Author:
Format: Unabridged-CD, Unabridged-MP3
Publisher: Scribner Book Company
Published: Dec 1969
Genre: Fiction - Psychological
Retail Price: $16.00
Pages: 288
Three-time Edgar Award–winning mystery writer Ruth Rendell—writing under her Barbara Vine pseudonym—delivers an ingenious novel-within-a-novel about the violence lurking behind our society's taboos: "a sinister, constantly shifting Rubik's Cube of motives, betrayals, and violence. Grade A" (Entertainment Weekly).
When their grandmother dies, adult siblings Grace and Andrew Easton inherit her sprawling London home, Dinmont House. Rather than sell it, they move in together, splitting the numerous bedrooms and studies. The arrangement is unusual, but ideal for the affectionate pair—until the day Andrew brings home a new boyfriend, a devilishly handsome novelist named James. When he and Andrew witness their friend's murder outside a London nightclub, James begins to unravel, and what happens next changes the lives of everyone in the house.

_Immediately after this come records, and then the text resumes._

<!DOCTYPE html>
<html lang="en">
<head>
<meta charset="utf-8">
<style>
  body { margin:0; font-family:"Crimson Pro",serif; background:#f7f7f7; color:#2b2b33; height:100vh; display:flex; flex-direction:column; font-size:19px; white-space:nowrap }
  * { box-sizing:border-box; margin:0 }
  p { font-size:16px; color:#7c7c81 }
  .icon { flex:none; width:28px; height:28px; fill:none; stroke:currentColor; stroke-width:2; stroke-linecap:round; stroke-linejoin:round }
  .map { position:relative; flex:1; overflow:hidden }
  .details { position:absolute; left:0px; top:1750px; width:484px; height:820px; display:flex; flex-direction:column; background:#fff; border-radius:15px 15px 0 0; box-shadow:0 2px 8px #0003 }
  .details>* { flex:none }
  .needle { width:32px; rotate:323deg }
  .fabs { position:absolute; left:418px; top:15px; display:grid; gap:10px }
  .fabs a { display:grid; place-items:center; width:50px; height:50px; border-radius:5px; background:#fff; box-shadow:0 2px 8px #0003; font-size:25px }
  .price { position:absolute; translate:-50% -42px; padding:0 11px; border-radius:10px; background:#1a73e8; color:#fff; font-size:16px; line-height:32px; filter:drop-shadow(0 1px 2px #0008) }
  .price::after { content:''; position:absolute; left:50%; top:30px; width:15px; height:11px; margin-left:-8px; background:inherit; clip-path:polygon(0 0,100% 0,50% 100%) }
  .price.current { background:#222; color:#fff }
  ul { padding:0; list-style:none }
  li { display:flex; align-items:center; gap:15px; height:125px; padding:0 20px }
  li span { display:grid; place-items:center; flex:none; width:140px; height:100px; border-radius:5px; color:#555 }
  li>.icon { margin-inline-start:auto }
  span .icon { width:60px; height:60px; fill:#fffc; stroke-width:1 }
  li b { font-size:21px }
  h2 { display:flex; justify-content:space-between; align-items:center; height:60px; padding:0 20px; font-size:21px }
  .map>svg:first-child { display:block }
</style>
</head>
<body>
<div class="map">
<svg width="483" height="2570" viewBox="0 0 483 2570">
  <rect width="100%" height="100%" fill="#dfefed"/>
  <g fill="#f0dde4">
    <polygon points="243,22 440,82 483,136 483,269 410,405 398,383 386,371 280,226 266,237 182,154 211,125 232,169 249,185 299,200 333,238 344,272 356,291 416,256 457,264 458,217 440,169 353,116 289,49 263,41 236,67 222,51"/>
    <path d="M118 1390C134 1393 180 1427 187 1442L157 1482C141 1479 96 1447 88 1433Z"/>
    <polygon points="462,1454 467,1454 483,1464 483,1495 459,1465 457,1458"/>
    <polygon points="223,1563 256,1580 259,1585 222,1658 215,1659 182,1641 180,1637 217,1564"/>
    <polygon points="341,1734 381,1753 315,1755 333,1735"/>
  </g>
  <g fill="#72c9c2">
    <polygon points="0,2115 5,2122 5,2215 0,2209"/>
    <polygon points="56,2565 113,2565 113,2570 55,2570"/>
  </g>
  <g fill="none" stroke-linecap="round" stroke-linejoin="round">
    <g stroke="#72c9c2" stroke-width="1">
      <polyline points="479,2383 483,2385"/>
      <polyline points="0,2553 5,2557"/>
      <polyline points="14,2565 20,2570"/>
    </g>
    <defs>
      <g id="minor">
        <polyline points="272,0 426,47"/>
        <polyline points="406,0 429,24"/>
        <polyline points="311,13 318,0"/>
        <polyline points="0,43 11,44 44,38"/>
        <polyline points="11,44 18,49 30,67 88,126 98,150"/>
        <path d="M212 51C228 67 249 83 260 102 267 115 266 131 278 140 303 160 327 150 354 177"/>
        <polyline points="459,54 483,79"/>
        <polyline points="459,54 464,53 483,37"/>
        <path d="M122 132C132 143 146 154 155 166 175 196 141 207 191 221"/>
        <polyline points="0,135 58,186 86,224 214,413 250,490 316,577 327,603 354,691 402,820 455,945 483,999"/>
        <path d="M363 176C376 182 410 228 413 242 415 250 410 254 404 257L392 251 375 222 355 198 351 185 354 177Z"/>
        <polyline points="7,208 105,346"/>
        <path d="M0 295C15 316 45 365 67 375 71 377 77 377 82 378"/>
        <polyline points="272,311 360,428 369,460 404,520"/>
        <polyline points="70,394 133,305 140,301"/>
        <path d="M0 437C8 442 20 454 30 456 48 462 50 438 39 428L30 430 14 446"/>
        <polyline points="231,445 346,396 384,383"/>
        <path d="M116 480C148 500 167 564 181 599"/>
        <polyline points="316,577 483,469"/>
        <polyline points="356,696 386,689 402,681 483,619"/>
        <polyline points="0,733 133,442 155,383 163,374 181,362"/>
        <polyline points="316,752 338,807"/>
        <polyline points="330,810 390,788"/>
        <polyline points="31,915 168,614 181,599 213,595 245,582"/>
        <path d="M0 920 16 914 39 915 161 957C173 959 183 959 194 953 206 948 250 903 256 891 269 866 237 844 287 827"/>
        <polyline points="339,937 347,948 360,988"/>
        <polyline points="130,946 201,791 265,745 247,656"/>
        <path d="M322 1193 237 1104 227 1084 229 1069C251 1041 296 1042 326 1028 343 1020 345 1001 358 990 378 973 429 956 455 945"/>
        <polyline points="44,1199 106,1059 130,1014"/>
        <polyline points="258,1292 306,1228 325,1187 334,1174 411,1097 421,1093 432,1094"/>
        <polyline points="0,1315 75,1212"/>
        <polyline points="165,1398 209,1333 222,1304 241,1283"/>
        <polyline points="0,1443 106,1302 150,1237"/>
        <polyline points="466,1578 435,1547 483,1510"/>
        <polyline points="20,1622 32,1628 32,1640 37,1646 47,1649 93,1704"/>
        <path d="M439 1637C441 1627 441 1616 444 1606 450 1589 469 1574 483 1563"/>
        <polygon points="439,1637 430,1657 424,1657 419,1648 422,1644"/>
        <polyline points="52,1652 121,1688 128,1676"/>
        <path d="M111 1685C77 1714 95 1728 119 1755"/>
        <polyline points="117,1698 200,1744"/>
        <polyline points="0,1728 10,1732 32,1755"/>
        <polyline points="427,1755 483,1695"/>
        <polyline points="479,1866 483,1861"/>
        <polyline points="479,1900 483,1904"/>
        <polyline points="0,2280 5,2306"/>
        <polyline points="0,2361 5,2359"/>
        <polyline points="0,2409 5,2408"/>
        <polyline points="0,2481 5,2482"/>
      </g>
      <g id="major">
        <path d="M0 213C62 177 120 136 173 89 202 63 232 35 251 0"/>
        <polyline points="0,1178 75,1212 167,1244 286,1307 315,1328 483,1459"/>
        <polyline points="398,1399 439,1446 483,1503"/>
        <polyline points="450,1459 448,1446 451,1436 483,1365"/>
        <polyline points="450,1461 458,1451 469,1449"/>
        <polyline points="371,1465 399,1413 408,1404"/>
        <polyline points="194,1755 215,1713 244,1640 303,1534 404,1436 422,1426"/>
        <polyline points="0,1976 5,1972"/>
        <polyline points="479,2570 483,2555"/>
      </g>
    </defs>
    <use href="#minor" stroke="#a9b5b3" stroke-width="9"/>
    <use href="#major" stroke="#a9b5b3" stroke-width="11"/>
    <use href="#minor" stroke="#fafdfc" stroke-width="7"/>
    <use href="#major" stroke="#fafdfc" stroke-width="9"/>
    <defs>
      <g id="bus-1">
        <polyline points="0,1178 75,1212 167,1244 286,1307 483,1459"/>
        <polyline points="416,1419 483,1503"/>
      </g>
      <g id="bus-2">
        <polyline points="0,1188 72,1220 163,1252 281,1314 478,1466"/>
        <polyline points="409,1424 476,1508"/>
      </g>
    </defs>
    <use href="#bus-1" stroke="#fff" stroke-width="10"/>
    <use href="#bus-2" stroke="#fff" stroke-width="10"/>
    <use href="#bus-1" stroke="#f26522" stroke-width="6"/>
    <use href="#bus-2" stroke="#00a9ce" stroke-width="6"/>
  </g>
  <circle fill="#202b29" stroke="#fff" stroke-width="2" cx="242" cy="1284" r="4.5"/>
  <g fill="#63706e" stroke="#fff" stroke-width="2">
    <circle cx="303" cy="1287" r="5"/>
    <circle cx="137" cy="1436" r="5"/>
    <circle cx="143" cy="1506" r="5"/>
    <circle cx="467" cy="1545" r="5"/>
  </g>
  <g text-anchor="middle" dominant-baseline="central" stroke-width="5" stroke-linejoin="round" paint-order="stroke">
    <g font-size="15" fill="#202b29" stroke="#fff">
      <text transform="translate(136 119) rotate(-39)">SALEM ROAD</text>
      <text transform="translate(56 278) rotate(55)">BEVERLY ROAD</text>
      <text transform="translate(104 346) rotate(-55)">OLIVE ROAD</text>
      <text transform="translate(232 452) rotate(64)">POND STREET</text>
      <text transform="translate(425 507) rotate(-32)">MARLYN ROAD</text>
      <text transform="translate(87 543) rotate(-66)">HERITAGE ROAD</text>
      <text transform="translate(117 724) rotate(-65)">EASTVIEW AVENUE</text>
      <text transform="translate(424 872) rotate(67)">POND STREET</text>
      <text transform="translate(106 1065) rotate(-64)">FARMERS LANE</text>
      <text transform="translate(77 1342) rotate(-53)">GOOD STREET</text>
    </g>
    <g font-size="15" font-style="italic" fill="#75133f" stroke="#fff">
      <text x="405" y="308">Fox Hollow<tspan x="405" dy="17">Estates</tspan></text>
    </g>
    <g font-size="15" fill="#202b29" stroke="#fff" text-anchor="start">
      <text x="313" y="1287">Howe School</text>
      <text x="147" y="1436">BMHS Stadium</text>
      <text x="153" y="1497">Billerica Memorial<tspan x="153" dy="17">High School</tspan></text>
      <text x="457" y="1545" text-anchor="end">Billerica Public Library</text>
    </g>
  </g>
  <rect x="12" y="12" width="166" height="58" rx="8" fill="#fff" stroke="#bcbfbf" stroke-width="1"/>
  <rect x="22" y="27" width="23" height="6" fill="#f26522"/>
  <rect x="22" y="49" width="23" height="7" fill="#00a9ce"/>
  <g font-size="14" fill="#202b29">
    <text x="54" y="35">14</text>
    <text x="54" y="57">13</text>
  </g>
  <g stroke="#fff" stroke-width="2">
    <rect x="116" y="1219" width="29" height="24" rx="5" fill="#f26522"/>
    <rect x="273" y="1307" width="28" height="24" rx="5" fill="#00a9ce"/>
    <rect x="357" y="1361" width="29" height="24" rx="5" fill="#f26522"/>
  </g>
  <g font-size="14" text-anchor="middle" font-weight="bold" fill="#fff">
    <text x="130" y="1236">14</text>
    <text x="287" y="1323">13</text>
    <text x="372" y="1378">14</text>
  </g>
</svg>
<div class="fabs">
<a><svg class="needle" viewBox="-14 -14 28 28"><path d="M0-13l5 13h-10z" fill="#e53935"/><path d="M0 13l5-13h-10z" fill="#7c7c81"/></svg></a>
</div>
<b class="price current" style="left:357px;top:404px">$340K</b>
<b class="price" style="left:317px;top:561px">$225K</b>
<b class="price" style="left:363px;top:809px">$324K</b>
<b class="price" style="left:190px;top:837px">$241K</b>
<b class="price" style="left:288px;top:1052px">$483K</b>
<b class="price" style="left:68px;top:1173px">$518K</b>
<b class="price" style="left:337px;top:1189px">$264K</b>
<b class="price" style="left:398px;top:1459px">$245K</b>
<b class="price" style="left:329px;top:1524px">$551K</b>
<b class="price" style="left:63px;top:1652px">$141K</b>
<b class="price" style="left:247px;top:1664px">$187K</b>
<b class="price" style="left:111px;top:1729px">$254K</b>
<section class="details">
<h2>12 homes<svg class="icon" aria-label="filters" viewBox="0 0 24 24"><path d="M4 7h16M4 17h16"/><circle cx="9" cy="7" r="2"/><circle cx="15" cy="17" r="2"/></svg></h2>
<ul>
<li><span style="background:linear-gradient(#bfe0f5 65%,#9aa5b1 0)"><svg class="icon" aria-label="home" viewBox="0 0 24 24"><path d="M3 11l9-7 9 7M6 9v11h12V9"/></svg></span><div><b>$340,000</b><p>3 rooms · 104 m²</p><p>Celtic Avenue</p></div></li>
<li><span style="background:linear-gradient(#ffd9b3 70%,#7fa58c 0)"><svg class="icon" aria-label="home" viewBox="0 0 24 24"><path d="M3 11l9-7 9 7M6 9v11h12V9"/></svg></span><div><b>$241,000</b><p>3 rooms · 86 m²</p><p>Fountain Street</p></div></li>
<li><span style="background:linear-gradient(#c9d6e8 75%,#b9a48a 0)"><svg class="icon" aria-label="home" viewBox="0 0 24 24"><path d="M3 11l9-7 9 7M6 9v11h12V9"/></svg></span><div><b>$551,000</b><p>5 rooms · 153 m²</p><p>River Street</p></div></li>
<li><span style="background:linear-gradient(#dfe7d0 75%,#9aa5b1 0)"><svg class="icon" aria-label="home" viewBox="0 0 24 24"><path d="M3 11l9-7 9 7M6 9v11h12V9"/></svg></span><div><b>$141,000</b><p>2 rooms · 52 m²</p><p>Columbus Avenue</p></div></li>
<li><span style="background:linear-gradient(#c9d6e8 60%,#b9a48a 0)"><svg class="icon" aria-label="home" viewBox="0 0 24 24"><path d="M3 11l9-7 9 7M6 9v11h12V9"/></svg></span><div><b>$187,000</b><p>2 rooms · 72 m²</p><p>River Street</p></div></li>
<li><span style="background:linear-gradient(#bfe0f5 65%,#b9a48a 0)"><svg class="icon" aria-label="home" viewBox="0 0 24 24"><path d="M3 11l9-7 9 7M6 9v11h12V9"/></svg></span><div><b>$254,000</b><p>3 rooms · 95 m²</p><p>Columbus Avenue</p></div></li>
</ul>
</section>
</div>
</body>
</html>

Just as turmoil sets in at Dinmont House, Grace escapes into reading a manuscript—a long-lost novel from 1951 called The Child's Child—never published because of its frank depictions of an unwed mother and a homosexual relationship. The book is the story of two siblings born a few years after World War One. This brother and sister, John and Maud, mirror the present-day Andrew and Grace: a homosexual brother and a sister carrying an illegitimate child.
A brilliantly constructed novel about family, betrayal, and disgrace, The Child's Child"vividly conjures the high price paid by social outcasts, even in our own supposedly enlightened age" (People).